The opening is interesting - the context of wars and revolutionary ideals betrayed, an Emperor come and gone, and the sense of modernity and change (published in 1836) and an awareness of the Romantic movement in the arts gives it a contemporaneous feel. But soon it becomes what is its central theme - a story of the search for love of one betrayed by his mistress. It is like Confessions of an Opium Eater (1821) only less visionary, in every sense.

Perhaps it is a French thing to enjoy stories of aristocratic debauchery, where hints of sexual feats must serve over detailed descriptions in the sense of good taste, but I found it all rather self-aggrandising, none the less. In some ways, it helped me to understand a more contemporary French novel I read earlier in the year - Frederic Beigbeder's A French Novel (2013), set around a temporary arrest for snorting cocaine of the bonnet of a sports car - and reflecting on one's childhood, love and other regrets.

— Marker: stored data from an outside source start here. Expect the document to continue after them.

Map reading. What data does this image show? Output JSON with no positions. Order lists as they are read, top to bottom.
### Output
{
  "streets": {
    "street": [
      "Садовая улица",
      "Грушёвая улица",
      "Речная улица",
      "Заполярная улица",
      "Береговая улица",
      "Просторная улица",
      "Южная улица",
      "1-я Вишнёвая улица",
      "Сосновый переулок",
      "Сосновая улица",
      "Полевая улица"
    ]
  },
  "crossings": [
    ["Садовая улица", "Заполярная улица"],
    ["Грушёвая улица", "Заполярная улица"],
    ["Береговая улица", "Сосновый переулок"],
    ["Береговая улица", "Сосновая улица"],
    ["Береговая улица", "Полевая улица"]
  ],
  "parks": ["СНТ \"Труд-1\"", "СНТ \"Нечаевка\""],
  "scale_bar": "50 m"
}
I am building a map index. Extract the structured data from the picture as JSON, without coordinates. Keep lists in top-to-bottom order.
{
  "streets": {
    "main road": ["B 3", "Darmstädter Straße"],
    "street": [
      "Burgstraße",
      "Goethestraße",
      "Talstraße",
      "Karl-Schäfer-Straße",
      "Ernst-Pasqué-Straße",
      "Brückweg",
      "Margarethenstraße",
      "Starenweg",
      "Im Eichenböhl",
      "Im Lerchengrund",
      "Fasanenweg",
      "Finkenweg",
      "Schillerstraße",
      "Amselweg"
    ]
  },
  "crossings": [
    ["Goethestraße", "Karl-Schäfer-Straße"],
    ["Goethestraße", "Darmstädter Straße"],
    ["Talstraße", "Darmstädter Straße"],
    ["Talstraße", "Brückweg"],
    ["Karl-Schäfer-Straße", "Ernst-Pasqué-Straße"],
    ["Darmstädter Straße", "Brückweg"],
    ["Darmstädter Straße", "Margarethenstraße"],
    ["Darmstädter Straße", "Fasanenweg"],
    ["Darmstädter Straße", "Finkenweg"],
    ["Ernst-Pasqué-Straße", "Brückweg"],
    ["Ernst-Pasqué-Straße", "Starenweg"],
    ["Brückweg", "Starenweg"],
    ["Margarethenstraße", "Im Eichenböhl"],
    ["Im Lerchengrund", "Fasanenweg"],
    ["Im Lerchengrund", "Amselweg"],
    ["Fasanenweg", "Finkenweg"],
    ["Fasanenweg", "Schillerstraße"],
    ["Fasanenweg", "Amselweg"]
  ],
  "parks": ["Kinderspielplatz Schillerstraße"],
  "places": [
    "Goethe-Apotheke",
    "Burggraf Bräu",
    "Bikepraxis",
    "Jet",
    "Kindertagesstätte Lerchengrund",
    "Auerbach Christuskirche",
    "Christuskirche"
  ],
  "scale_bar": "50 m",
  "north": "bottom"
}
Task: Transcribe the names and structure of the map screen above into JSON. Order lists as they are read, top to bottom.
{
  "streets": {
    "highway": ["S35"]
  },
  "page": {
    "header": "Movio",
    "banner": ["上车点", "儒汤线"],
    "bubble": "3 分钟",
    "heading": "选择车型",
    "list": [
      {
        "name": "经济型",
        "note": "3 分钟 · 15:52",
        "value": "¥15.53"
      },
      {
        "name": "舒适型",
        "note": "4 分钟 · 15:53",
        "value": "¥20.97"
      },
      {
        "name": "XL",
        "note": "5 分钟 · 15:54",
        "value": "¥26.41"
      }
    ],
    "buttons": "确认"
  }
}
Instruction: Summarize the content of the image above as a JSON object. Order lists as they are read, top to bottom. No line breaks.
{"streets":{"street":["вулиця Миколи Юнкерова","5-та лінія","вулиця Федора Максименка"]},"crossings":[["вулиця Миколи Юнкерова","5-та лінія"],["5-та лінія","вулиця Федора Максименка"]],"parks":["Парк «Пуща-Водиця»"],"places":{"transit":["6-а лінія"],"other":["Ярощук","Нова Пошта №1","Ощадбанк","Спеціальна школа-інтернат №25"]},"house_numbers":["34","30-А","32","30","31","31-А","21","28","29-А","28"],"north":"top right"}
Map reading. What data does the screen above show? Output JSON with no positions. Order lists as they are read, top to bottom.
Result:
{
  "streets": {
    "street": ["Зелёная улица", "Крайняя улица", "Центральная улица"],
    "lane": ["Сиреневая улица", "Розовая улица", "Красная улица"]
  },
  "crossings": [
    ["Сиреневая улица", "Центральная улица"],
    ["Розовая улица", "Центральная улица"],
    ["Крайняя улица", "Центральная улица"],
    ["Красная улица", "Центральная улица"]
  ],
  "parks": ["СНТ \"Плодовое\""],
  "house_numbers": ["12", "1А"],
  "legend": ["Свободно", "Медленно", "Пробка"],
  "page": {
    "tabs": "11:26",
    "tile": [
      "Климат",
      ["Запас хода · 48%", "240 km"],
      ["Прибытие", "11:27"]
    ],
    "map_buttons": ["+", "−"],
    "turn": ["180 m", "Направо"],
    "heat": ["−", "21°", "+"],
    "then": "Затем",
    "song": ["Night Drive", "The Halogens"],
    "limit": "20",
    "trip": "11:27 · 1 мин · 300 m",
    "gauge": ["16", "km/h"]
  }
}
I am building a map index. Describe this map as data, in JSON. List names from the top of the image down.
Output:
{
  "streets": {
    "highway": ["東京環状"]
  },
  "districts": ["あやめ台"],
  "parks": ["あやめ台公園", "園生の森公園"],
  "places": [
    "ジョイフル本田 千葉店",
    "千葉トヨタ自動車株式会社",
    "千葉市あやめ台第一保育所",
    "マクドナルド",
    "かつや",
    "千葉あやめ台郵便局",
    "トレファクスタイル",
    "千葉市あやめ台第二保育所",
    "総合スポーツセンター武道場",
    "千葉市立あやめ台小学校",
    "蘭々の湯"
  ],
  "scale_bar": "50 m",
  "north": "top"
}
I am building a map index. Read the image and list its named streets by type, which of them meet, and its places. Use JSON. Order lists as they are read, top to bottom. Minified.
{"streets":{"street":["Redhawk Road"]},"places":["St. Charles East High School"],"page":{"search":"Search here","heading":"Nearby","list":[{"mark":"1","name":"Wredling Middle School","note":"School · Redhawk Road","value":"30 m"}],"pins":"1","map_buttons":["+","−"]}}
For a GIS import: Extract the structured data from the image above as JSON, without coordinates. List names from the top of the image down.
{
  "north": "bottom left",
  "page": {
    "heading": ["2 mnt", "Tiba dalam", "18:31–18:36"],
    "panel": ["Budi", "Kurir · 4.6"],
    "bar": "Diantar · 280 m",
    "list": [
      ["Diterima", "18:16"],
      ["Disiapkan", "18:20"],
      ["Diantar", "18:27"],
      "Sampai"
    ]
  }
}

I stuck at both novels and ended up glad that I am not French, after all. Musset's piece has at least the extremities of emotions of the time in its defence - there are direct allusions to The Sorrows of Young Werther, for example, by then a classic of suicidal contemplation in the service of passionate, artistic, self-indulgent and unrequited love. In Musset's case, he does an excellent job of building tensions towards the end of the novel as Octave's relationship with Brigette deteriorates into jealousy, paranoia and self-destruction on the part of the young man.

Evidently it was made into a not-so-good film, and perhaps a few (more recent) copies of the novel were sold on the back of that. I am not sure how you would make a good film of this tale, unless you found a way of slowing down the plot even further into a series of melancholic, slow-pans across the faces of a beautiful actress while a fraught Romantic struts his stuff outside of the frame and groans, as he must, in time with some beautiful music.

Or, perhaps I am simply jealous that if I had a secret affair to confess, I wouldn't write a lengthy novel on the strength of it - I am simply not French enough, or aristocratic enough, to pull it off. One for the deluded Romantics (of which I usually consider myself to be one).